Whenever a line in the entries below contains the string "value", copy that line.

BEGIN Information supplied

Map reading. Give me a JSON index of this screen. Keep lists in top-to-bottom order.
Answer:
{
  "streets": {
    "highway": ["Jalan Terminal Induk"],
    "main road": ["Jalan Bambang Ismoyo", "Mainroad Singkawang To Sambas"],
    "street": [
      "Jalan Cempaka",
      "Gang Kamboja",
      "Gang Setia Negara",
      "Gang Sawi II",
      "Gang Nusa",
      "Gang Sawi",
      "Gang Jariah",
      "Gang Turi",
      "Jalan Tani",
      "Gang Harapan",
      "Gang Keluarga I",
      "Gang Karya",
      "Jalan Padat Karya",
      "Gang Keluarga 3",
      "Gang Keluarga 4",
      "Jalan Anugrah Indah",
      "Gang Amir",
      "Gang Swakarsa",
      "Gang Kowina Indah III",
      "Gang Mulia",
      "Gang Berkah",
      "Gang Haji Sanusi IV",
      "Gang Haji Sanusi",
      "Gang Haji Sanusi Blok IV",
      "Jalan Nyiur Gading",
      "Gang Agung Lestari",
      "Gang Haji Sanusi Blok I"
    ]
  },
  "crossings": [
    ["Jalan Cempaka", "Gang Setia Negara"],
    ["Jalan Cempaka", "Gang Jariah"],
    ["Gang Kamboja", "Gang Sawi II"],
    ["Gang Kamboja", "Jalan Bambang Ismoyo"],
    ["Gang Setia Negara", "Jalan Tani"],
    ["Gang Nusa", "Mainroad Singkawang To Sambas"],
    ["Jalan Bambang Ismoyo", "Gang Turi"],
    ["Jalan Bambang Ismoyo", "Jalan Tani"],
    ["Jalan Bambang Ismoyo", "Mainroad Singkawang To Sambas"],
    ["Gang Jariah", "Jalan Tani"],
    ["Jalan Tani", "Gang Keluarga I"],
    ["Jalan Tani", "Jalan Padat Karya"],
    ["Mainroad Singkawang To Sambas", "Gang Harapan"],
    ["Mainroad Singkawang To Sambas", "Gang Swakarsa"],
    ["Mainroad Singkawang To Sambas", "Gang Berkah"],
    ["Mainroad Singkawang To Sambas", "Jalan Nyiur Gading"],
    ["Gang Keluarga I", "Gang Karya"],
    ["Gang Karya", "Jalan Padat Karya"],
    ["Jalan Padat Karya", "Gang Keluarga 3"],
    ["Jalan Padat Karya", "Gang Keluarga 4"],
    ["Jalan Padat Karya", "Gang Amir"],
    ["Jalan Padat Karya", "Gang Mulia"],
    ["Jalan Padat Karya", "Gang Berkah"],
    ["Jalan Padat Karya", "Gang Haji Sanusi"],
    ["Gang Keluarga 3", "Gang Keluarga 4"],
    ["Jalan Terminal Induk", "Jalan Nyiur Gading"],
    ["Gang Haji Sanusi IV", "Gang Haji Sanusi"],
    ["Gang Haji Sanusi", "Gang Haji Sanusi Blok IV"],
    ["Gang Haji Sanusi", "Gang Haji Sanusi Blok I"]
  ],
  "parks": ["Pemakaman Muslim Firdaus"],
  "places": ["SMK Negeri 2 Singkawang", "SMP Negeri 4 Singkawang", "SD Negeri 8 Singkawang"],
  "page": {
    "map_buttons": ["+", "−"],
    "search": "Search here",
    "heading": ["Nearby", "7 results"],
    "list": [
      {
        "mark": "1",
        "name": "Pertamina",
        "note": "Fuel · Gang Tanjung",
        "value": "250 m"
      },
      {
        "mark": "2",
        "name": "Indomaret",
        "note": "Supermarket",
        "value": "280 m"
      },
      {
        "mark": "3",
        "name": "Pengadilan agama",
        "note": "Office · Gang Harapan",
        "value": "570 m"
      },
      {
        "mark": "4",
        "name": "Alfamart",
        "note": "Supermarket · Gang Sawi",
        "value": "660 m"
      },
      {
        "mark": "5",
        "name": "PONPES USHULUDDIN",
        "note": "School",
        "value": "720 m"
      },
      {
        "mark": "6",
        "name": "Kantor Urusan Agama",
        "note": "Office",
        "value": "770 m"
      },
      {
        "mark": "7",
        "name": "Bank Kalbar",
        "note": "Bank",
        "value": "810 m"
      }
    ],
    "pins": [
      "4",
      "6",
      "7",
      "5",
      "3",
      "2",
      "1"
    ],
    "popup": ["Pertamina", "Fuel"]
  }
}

END Information supplied

* Answer space *
        "value": "250 m"
        "value": "280 m"
        "value": "570 m"
        "value": "660 m"
        "value": "720 m"
        "value": "770 m"
        "value": "810 m"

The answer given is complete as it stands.